From the Guidelines
Hypothyroidism presents in several distinct forms, including overt hypothyroidism, subclinical hypothyroidism, myxedema coma, congenital hypothyroidism, Hashimoto's thyroiditis, and drug-induced hypothyroidism, each with characteristic manifestations and requiring prompt diagnosis and appropriate levothyroxine replacement therapy to prevent complications.
Main Forms of Presentation
The main forms of presentation of hypothyroidism include:
- Overt hypothyroidism, characterized by fatigue, cold intolerance, weight gain, dry skin, constipation, bradycardia, and a distinctive facial puffiness, as defined by an elevated TSH level and a low T4 level 1
- Subclinical hypothyroidism, a milder form where patients have elevated TSH but normal free thyroid hormone levels, often with minimal or no symptoms, and can be further classified as having TSH levels between 4.5 and 10.0 mIU/L or greater than 10.0 mIU/L 1
- Myxedema coma, a rare but life-threatening presentation featuring extreme hypothermia, altered mental status, respiratory depression, and cardiovascular collapse, requiring immediate treatment with intravenous levothyroxine 1
- Congenital hypothyroidism, affecting newborns who may show poor feeding, prolonged jaundice, large fontanelles, and if untreated, developmental delays and intellectual disability
- Hashimoto's thyroiditis, an autoimmune condition, often presenting gradually with fatigue, mild depression, and sometimes a painless goiter
- Drug-induced hypothyroidism, which can occur with medications like amiodarone, lithium, or after radioactive iodine therapy
Diagnosis and Management
Diagnosis and management of hypothyroidism involve checking TSH and free T4 levels, with treatment aimed at normalizing these levels and alleviating symptoms 1.
Grading and Management
The management of hypothyroidism can be graded based on the severity of symptoms and TSH levels, with grade 1 being asymptomatic patients with TSH levels between 4.5 and 10 mIU/L, grade 2 being patients with moderate symptoms and TSH levels persistently above 10 mIU/L, and grade 3-4 being patients with severe symptoms or life-threatening consequences, requiring immediate treatment and hospital admission 1. Prompt diagnosis and appropriate levothyroxine replacement therapy are essential for preventing complications and improving quality of life in patients with hypothyroidism.
From the Research
Main Forms of Presentation of Hypothyroidism
The main forms of presentation of hypothyroidism can vary widely, ranging from asymptomatic to life-threatening cases.
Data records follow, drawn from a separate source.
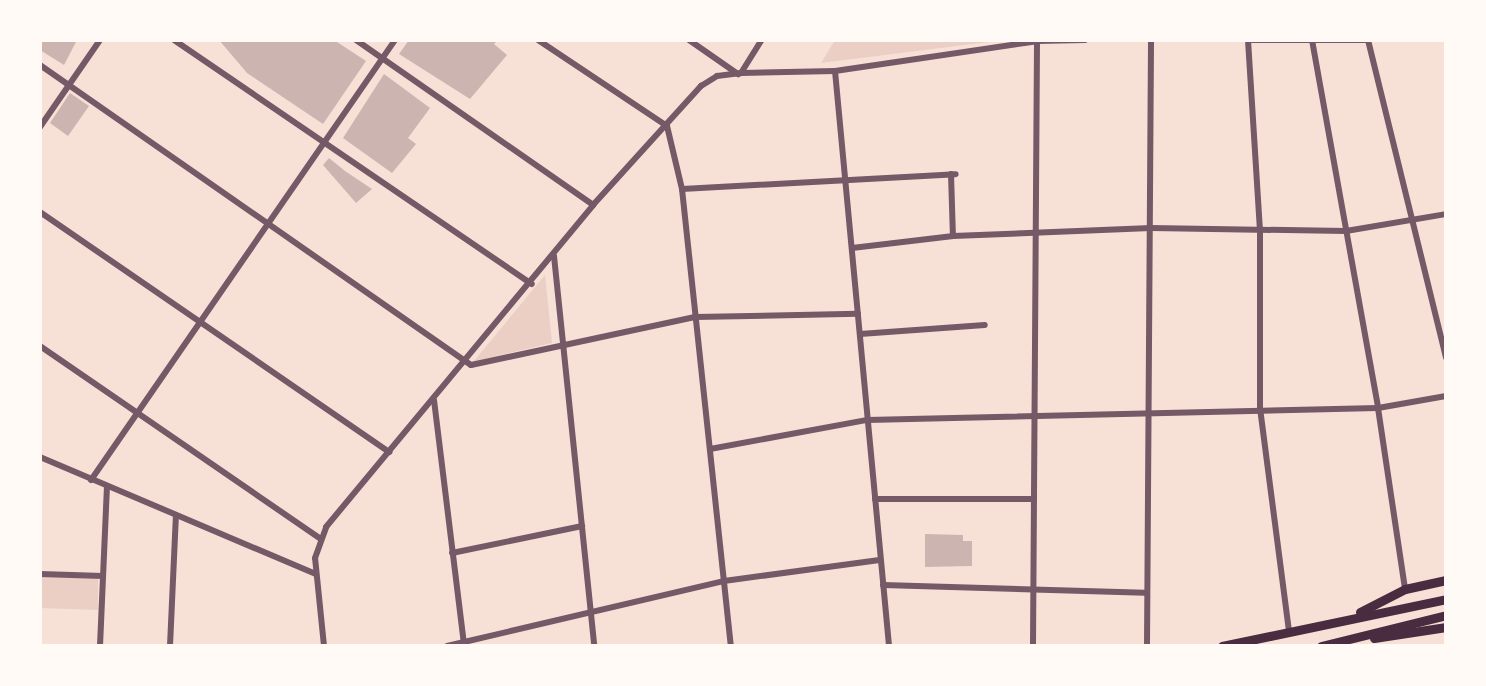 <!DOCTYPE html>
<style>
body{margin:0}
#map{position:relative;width:1486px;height:686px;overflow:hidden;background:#f7e1d7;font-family:"Times New Roman",serif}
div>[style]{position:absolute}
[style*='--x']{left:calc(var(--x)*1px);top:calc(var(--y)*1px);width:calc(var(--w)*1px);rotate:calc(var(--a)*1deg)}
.green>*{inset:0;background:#ebcfc5}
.building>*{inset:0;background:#ccb4b1}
.minor>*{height:6px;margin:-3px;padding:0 3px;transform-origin:3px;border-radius:3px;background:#755966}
.secondary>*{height:9px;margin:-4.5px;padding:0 4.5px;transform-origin:4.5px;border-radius:4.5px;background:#4a2c40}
span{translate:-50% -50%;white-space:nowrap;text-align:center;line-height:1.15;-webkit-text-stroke:8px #fffaf5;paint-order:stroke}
.frame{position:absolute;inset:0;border:42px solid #fffaf5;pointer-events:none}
</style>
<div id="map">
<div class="green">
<i style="clip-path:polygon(835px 40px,1005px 40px,821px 63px)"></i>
<i style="clip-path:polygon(545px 275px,552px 343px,474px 361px)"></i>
<i style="clip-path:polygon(40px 576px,98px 577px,98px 610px,40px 608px)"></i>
</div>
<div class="building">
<i style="clip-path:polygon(40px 40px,77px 40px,64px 65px,40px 50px)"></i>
<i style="clip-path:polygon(219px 40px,334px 40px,366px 61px,323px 124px,247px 73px)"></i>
<i style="clip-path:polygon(409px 40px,498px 40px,494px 44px,507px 55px,470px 99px,399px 54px)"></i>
<i style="clip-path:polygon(384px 74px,430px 108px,408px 138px,416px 144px,392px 173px,343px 138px)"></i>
<i style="clip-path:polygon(70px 93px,89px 106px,68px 136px,50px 123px)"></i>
<i style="clip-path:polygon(329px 158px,345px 171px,372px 189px,356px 203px,323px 165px)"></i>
<i style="clip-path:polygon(925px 534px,963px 535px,963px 541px,972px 541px,972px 566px,925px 567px)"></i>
</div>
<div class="minor">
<i style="--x:174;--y:40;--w:433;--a:34.3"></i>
<i style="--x:356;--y:40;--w:289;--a:34.8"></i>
<i style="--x:538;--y:40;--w:155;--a:33.7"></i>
<i style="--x:667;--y:126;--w:65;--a:76.6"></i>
<i style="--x:682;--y:189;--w:460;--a:83.9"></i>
<i style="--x:689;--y:40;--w:60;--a:34.8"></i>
<i style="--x:1248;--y:40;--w:192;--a:86.4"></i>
<i style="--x:1260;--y:232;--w:176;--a:90"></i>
<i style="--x:1260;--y:408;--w:224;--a:82.6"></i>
<i style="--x:1250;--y:40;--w:118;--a:0"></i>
<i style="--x:1312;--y:40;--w:374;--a:79.8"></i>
<i style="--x:1378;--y:408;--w:183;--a:81.5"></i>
<i style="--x:1368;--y:40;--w:327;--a:76.2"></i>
<i style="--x:40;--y:65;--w:525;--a:34.84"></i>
<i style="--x:471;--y:365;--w:229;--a:-12.1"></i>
<i style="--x:695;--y:317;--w:163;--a:-1.1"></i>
<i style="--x:835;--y:71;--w:578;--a:84.63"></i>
<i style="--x:741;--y:73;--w:39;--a:-58"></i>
<i style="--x:40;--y:127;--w:106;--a:-55.4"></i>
<i style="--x:951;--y:174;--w:62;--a:88.2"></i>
<i style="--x:682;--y:189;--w:274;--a:-3.1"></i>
<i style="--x:40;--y:212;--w:424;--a:34.5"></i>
<i style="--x:852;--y:248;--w:102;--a:-6.8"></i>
<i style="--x:953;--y:236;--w:198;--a:-2.3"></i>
<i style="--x:1151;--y:228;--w:195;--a:0.9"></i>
<i style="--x:1346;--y:231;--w:101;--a:-9.6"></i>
<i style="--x:554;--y:256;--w:392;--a:84.1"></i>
<i style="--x:860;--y:334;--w:125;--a:-4.1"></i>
<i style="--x:40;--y:346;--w:339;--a:34.5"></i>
<i style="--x:434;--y:400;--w:248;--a:83"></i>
<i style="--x:710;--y:449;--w:160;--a:-10.5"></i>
<i style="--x:867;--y:420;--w:511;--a:-1.35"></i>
<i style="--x:1378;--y:408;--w:69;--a:-10"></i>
<i style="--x:40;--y:457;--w:299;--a:23"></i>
<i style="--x:91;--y:480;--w:535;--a:-55.36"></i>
<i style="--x:875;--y:499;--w:159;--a:0"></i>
<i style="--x:452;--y:553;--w:133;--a:-11.7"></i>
<i style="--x:40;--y:574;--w:63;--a:1.8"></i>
<i style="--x:883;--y:585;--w:262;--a:1.7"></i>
<i style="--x:100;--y:646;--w:159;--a:-87.5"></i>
<i style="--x:170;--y:646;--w:130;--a:-87.4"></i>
<i style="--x:324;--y:646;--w:88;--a:-95.8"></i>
<i style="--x:315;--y:558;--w:33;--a:-70"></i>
<i style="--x:326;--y:527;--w:418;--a:-50.3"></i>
<i style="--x:593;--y:205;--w:161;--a:-47.8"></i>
<i style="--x:701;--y:86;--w:19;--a:-32"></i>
<i style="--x:717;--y:76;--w:24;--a:-7"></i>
<i style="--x:741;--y:73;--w:94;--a:-1.2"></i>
<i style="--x:835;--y:71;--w:204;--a:-8.4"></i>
<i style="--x:1037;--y:41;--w:48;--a:-1.2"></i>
<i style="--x:447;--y:646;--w:285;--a:-13.2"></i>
<i style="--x:724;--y:581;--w:157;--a:-7.7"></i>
<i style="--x:1033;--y:646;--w:606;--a:-89.62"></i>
<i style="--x:1147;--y:646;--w:606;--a:-89.62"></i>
</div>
<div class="secondary">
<i style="--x:1360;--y:612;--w:51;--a:-27.1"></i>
<i style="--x:1405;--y:589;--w:42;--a:-12.4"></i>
<i style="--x:1374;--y:638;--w:73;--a:-8.7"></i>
<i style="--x:1222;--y:646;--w:229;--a:-11.8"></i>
<i style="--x:1321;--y:646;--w:129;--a:-13.9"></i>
</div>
<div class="frame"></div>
</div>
Some of the most common symptoms include:
- Fatigue and lethargy 2, 3, 4, 5
- Weight gain 2, 3, 4, 5
- Cold intolerance 2, 3, 4, 5
- Constipation 2, 3, 4
- Dry skin 2, 3, 4
- Voice changes 2, 3
Clinical Presentation
The clinical presentation of hypothyroidism can differ with age and sex, among other factors 2. In some cases, the symptoms may be non-specific and overlap with other conditions, making diagnosis more challenging 4.
Severity of Symptoms
The severity of symptoms can range from minimal to life-threatening, with myxedema coma being a rare but severe complication of untreated hypothyroidism 3, 5.
Diagnosis and Treatment
Diagnosis is typically made on biochemical grounds through serum thyroid function tests 5, and treatment usually involves lifelong hormone replacement therapy with synthetic thyroid hormone replacement medication, such as levothyroxine 3, 4, 5.